Please make sure that you have made the needed changes to your plot in Lab 2. I noticed many unordered groups in plots where there should be an inherent order and unreadable axes because the text was not tilted. Please see discussion on Slack for what some students did to achieve these plots.
Here are a few sources that might help you get started with the visualizations:
Create the appropriate plot to visualize the relationship between IAT score, your main variable (in research question), and the variable identified in your subquestion. Comment whether you can determine anything from the plot or not. If you can, is there any indication that the variable is a confounder or effect modifier?
2.4 Fit a multiple linear regression model
We will fit a temporary multiple linear regression model so that we can set up some of the code and interpretations that we will need for our final poster.
Fit a model with you variable of interest (the one in the research question), the variable in your research subquestion, and 1 other covariate. This will not necessarily be your final model, but we can construct interpretations and code that will be useful in your final model.
2.5 Interpret the coefficient estimate(s) for your main covariate
We can interpret the coefficient estimates for the main covariate and use it as a template for our final project poster. You can build off the text that you wrote in Lab 2 for the interpretation of the coefficient estimate for your main variable.
This is not required, but will be very helpful later: You can use inline code to extract the coefficient estimate and confidence intervals for your main variable.
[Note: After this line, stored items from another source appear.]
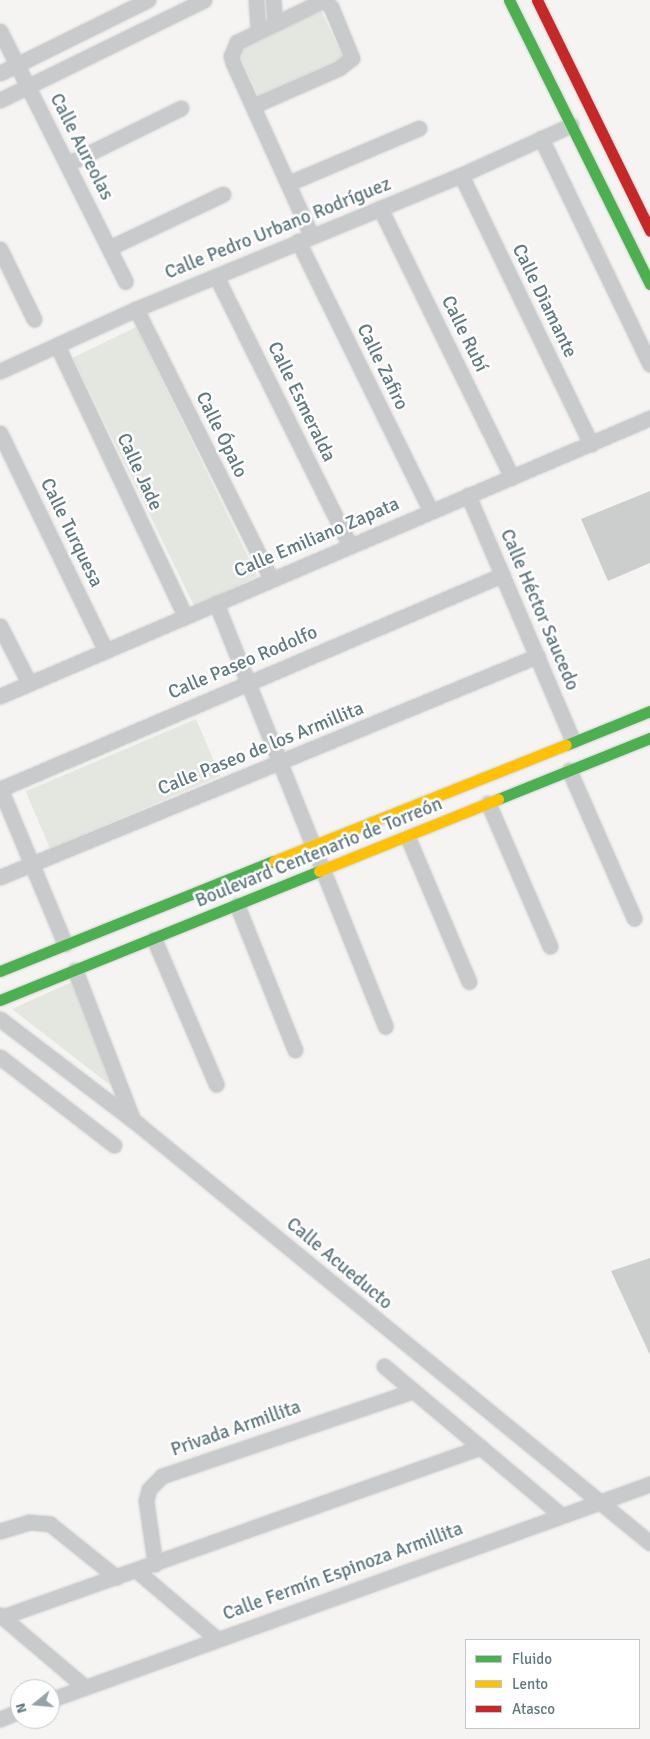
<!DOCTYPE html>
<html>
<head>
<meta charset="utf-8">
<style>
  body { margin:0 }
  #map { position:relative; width:650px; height:1739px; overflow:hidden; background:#f5f4f3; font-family:Signika,sans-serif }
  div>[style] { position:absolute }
  .green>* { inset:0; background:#e4e6e0; transform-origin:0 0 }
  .building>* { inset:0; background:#cccece }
  .roads { filter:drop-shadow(0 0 1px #d1d2d3) drop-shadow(0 0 1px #d1d2d3) }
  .street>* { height:15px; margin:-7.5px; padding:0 7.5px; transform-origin:7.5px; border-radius:7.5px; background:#c9cacb }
  .fast>* { height:11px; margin:-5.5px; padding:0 5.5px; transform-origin:5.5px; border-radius:5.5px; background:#4caf50 }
  .slow>* { height:11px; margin:-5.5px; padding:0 5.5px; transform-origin:5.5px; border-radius:5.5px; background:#ffc107 }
  .jam>* { height:11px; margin:-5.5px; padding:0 5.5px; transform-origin:5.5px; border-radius:5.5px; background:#c62828 }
  span { translate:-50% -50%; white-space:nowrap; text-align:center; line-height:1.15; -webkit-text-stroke:5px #fff; paint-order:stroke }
  .street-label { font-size:19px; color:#5f797f }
  .legend { position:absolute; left:465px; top:1639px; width:175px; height:90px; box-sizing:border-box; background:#fff; border:1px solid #bfc9cc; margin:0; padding:6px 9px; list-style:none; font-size:15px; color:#5f797f }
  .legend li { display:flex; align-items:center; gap:10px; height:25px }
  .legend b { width:25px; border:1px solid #bfc9cc }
  .north { position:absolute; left:10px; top:1679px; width:50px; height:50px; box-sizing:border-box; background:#fff; border:1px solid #bfc9cc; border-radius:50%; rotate:253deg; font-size:14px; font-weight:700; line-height:20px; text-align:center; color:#5f797f }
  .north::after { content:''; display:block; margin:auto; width:18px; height:22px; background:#94a4a8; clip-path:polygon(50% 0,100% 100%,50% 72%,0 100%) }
</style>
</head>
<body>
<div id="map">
  <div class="green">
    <div style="left:321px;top:10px;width:52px;height:93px;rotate:65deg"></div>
    <div style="left:136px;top:327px;width:277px;height:70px;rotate:64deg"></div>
    <div style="left:196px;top:719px;width:62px;height:185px;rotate:67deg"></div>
    <div style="clip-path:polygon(74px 981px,113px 1079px,110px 1085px,12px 1009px)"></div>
  </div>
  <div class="building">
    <div style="clip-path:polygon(650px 491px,650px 563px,608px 581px,581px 519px)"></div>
    <div style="clip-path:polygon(650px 1258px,650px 1355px,611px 1271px)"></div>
  </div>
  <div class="roads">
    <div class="street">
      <div style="left:256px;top:0;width:31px;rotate:86deg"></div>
      <div style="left:273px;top:0;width:23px;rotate:85deg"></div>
      <div style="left:0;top:31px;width:280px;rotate:63.4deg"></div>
      <div style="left:0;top:73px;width:165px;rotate:-26.3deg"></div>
      <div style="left:0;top:100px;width:227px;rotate:-26.1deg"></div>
      <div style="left:253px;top:106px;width:94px;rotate:-23.8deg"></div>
      <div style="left:339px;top:68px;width:16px;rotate:-38deg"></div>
      <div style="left:352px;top:58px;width:55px;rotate:-112.4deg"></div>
      <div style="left:331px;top:7px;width:10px;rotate:-135deg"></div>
      <div style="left:324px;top:0;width:97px;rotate:154.2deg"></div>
      <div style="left:237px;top:42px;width:15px;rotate:113deg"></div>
      <div style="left:231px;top:56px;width:7px;rotate:74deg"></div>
      <div style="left:233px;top:63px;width:189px;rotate:65.6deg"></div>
      <div style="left:541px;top:138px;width:251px;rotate:64.3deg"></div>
      <div style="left:67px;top:164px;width:127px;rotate:-26.2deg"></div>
      <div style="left:461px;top:175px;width:299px;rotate:64.2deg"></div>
      <div style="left:289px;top:183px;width:141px;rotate:-22.9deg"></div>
      <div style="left:380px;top:208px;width:300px;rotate:63.9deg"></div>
      <div style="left:298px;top:241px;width:301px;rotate:63.8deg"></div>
      <div style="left:109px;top:248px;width:126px;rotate:-25.3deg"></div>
      <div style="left:0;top:249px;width:78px;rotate:64.1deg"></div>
      <div style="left:216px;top:276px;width:301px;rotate:63.6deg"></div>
      <div style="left:136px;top:309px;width:302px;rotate:63.4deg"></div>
      <div style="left:57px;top:345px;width:300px;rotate:64.7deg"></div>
      <div style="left:0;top:371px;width:149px;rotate:-24.5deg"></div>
      <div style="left:136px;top:309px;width:352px;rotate:-22.4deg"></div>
      <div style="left:461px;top:175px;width:121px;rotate:-24.4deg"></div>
      <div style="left:0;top:433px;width:242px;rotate:64.1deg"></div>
      <div style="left:468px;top:495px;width:267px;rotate:66.9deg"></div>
      <div style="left:216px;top:603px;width:456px;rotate:68.2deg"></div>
      <div style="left:0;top:626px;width:64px;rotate:63deg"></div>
      <div style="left:0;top:696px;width:707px;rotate:-23.16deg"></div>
      <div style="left:569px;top:770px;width:162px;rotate:66.3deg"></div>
      <div style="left:0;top:788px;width:169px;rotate:67.4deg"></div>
      <div style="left:0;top:789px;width:546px;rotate:-23.09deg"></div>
      <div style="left:488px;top:803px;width:156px;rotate:66.6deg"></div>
      <div style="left:408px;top:838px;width:156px;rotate:67deg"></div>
      <div style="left:0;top:877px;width:581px;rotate:-22.37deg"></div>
      <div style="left:237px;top:905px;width:156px;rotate:68.2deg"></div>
      <div style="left:154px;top:939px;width:158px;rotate:66.8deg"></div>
      <div style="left:75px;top:970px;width:161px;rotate:68.9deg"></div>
      <div style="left:0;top:1019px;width:175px;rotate:37.3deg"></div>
      <div style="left:139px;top:1125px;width:660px;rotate:39.28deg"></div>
      <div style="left:0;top:1057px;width:144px;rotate:37.7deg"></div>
      <div style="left:384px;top:1366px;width:231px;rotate:40.1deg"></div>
      <div style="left:0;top:1531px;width:30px;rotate:-17deg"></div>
      <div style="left:29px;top:1522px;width:21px;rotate:5deg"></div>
      <div style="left:50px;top:1524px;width:85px;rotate:38.8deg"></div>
      <div style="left:155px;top:1564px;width:64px;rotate:-98.1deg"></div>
      <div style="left:146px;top:1501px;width:12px;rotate:-76deg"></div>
      <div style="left:149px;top:1489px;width:18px;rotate:-45deg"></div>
      <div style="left:162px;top:1476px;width:265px;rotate:-18.7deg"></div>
      <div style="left:137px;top:1571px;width:104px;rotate:40.3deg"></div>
      <div style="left:0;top:1615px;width:111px;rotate:40.3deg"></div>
      <div style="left:2px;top:1617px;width:508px;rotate:-19.54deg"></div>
      <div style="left:50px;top:1700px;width:638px;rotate:-19.8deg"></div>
      <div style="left:0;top:1719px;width:22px;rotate:-22deg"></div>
    </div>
    <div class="fast">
      <div style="left:509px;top:0;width:317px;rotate:63.6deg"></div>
      <div style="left:566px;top:745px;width:91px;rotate:-22deg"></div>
      <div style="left:498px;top:799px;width:164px;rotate:-21.9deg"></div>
      <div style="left:0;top:971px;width:295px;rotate:-21.9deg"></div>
      <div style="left:0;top:1000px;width:344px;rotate:-22deg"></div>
    </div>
    <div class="slow">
      <div style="left:274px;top:861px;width:314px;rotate:-21.7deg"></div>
      <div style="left:319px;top:871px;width:193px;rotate:-21.9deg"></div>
    </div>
    <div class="jam">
      <div style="left:537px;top:0;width:257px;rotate:63.9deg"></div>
    </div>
  </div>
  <div class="street-label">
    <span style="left:81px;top:147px;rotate:63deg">Calle Aureolas</span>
    <span style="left:278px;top:229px;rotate:-22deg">Calle Pedro Urbano Rodríguez</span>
    <span style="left:544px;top:301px;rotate:64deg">Calle Diamante</span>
    <span style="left:464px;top:334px;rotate:64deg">Calle Rubí</span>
    <span style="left:382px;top:367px;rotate:64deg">Calle Zafiro</span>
    <span style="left:301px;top:402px;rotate:64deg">Calle Esmeralda</span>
    <span style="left:221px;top:435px;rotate:64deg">Calle Ópalo</span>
    <span style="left:139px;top:472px;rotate:65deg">Calle Jade</span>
    <span style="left:71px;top:533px;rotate:64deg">Calle Turquesa</span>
    <span style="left:317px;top:538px;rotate:-23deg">Calle Emiliano Zapata</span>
    <span style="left:539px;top:610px;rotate:67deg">Calle Héctor Saucedo</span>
    <span style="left:243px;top:663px;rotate:-23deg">Calle Paseo Rodolfo</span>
    <span style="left:261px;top:749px;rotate:-22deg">Calle Paseo de los Armillita</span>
    <span style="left:319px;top:853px;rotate:-22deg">Boulevard Centenario de Torreón</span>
    <span style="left:339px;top:1264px;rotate:40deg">Calle Acueducto</span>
    <span style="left:236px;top:1429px;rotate:-19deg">Privada Armillita</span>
    <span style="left:343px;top:1572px;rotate:-20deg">Calle Fermín Espinoza Armillita</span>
  </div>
  <ul class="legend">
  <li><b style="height:6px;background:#4caf50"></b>Fluido</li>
  <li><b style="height:6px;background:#ffc107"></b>Lento</li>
  <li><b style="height:6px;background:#c62828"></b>Atasco</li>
  </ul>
  <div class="north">N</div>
</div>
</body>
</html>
Here is an example of how to do this:
model_temp <- iat_2024_comp_factor %>%
lm(formula = iat_score ~ important_f + pol_id_f)
model_temp_tidy <- tidy(model_temp, conf.int = T)Then you can use inline code to extract the estimate and confidence intervals like such: `r round(model_temp_tidy$estimate[2], 2)` (for the estimate of important_001) and `r round(model_temp_tidy$conf.low[2], 2)` and `r round(model_temp_tidy$conf.high[2], 2)` (for the confidence intervals of important_001).
Interpret the estimated coefficents for the covariate from your research question. Make sure to include the 95% confidence intervals and what other variables you adjusted for.